From the line with "c.textAlign = isNaN(turn) ? turn : align;" through the line with "[0,592,246,713,170,876,118,953,50,1025,0,1066]", repeat the entries verbatim, both end lines included, and add nothing.

══ Source data

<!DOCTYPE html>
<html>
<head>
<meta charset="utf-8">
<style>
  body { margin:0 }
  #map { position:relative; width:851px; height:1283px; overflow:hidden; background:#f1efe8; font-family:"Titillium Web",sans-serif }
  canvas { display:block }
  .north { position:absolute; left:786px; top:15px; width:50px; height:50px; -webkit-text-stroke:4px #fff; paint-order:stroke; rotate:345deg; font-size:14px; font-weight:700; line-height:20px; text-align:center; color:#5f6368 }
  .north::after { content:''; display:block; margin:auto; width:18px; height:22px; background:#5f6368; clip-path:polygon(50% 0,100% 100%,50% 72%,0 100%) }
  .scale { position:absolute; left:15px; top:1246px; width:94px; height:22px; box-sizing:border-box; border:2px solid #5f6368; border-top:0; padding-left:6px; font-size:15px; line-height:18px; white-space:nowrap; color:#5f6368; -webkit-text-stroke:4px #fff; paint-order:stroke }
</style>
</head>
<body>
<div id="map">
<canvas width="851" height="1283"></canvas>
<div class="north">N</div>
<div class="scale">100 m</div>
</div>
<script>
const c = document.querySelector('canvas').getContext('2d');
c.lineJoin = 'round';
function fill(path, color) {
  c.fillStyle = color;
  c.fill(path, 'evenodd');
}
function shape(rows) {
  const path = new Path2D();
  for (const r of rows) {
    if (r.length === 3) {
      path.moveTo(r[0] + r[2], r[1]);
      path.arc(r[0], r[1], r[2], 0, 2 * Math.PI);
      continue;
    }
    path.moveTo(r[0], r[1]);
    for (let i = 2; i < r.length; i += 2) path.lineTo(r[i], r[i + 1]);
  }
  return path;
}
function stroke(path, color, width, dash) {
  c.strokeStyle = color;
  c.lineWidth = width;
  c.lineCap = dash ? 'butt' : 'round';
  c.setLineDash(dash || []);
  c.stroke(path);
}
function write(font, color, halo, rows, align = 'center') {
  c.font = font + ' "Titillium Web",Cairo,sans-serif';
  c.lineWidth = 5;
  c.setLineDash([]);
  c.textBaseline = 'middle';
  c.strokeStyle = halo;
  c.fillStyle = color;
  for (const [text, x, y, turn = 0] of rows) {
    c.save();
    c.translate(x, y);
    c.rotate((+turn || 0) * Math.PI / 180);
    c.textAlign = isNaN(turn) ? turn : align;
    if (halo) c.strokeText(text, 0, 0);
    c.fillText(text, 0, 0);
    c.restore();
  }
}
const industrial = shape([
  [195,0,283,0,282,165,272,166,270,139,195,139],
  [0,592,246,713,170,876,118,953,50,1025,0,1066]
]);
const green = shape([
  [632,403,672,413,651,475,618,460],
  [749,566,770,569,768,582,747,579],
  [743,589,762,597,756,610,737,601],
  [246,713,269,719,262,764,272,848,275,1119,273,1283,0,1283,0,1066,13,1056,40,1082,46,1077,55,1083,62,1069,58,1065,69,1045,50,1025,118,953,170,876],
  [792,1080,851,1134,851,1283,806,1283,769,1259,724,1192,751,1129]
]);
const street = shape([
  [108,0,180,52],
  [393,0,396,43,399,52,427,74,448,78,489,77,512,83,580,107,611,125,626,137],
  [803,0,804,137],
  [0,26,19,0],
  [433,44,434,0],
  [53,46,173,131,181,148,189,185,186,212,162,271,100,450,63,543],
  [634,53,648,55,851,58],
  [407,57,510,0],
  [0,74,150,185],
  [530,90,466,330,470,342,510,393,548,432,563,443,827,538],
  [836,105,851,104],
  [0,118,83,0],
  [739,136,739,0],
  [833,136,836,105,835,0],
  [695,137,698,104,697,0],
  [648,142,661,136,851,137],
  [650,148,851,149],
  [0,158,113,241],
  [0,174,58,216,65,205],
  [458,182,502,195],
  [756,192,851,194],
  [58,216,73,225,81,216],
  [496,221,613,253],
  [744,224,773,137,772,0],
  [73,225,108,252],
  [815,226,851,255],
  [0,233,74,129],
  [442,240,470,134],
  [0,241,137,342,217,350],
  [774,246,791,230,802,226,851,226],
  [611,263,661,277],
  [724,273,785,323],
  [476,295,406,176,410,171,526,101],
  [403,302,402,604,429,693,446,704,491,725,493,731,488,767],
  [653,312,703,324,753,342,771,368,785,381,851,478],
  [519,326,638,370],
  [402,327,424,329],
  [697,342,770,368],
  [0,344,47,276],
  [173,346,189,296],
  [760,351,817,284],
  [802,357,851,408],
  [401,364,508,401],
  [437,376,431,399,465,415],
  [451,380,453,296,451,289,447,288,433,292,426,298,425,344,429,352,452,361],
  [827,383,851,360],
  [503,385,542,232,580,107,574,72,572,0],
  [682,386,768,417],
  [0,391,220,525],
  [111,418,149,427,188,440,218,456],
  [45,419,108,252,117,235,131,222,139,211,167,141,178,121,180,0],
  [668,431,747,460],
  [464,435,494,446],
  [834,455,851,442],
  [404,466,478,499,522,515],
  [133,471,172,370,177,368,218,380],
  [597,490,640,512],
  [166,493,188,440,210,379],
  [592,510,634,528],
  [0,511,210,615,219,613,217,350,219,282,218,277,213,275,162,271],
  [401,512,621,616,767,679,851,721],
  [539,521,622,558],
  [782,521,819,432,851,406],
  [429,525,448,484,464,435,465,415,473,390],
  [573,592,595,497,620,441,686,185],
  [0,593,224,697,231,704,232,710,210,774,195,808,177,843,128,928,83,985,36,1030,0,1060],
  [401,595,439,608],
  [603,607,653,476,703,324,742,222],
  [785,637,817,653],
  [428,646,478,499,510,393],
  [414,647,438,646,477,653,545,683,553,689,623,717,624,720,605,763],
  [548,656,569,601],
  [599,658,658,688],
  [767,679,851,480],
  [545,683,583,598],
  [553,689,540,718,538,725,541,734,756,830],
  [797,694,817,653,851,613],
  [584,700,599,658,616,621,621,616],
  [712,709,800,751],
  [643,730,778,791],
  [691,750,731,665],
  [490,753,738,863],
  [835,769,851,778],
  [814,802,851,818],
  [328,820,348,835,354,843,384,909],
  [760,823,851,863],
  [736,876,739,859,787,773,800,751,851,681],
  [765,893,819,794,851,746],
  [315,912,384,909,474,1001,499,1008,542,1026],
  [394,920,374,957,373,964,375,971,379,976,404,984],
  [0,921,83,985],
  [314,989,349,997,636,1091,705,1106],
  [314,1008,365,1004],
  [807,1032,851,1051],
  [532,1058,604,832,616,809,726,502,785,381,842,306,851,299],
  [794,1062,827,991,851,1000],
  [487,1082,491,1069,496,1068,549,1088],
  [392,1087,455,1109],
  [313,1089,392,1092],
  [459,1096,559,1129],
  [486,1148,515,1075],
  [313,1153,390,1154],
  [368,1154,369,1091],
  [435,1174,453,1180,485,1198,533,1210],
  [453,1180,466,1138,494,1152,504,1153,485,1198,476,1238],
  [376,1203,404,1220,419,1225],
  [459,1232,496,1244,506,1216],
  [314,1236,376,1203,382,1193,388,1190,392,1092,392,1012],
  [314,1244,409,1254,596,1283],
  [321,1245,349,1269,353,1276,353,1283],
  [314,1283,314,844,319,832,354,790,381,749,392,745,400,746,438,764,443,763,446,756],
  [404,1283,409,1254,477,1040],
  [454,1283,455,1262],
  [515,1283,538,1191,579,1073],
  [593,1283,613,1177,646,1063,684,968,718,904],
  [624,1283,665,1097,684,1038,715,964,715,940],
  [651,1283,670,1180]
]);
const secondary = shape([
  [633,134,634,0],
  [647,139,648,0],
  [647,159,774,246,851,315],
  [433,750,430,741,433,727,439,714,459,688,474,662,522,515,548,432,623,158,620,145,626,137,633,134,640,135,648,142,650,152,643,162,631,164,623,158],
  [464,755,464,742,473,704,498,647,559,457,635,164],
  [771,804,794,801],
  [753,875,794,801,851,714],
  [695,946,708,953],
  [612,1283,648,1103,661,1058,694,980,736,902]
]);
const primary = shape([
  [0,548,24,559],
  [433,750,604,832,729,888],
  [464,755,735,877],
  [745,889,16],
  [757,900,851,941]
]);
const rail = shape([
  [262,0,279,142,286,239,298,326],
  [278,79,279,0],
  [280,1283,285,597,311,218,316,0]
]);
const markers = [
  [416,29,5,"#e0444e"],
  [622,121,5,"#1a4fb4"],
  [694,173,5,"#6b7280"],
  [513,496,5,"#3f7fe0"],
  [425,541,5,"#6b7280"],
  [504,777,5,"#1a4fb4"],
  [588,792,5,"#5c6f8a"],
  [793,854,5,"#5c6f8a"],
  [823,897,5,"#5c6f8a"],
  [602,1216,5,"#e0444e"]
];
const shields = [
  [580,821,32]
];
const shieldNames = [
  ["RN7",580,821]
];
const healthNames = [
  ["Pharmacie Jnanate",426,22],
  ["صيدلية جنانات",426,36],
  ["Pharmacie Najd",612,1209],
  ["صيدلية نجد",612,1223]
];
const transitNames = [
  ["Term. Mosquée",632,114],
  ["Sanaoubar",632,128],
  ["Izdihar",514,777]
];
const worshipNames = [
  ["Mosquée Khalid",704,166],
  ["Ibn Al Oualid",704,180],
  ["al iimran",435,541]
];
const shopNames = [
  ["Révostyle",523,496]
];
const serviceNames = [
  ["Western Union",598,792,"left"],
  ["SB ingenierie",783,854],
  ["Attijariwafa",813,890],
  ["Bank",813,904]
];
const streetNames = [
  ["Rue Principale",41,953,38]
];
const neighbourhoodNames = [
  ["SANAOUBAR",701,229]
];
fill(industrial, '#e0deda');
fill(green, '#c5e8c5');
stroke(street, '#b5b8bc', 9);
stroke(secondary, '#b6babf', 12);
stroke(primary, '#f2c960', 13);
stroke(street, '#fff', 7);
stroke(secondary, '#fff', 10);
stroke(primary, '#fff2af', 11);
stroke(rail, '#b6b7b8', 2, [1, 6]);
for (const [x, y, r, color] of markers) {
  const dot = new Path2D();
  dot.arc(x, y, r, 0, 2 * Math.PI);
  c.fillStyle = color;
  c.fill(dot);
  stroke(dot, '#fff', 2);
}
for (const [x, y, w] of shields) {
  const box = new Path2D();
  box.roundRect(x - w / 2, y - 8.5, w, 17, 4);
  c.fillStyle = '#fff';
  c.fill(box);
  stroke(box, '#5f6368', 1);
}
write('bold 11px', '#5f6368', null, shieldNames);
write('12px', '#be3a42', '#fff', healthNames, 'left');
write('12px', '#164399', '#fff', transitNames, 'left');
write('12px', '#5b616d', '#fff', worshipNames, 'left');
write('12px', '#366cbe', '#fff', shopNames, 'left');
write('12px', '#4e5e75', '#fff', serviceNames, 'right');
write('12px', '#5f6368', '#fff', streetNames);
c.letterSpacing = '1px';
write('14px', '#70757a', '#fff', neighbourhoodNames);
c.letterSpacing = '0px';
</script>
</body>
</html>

════

• Solution
    c.textAlign = isNaN(turn) ? turn : align;
    if (halo) c.strokeText(text, 0, 0);
    c.fillText(text, 0, 0);
    c.restore();
  }
}
const industrial = shape([
  [195,0,283,0,282,165,272,166,270,139,195,139],
  [0,592,246,713,170,876,118,953,50,1025,0,1066]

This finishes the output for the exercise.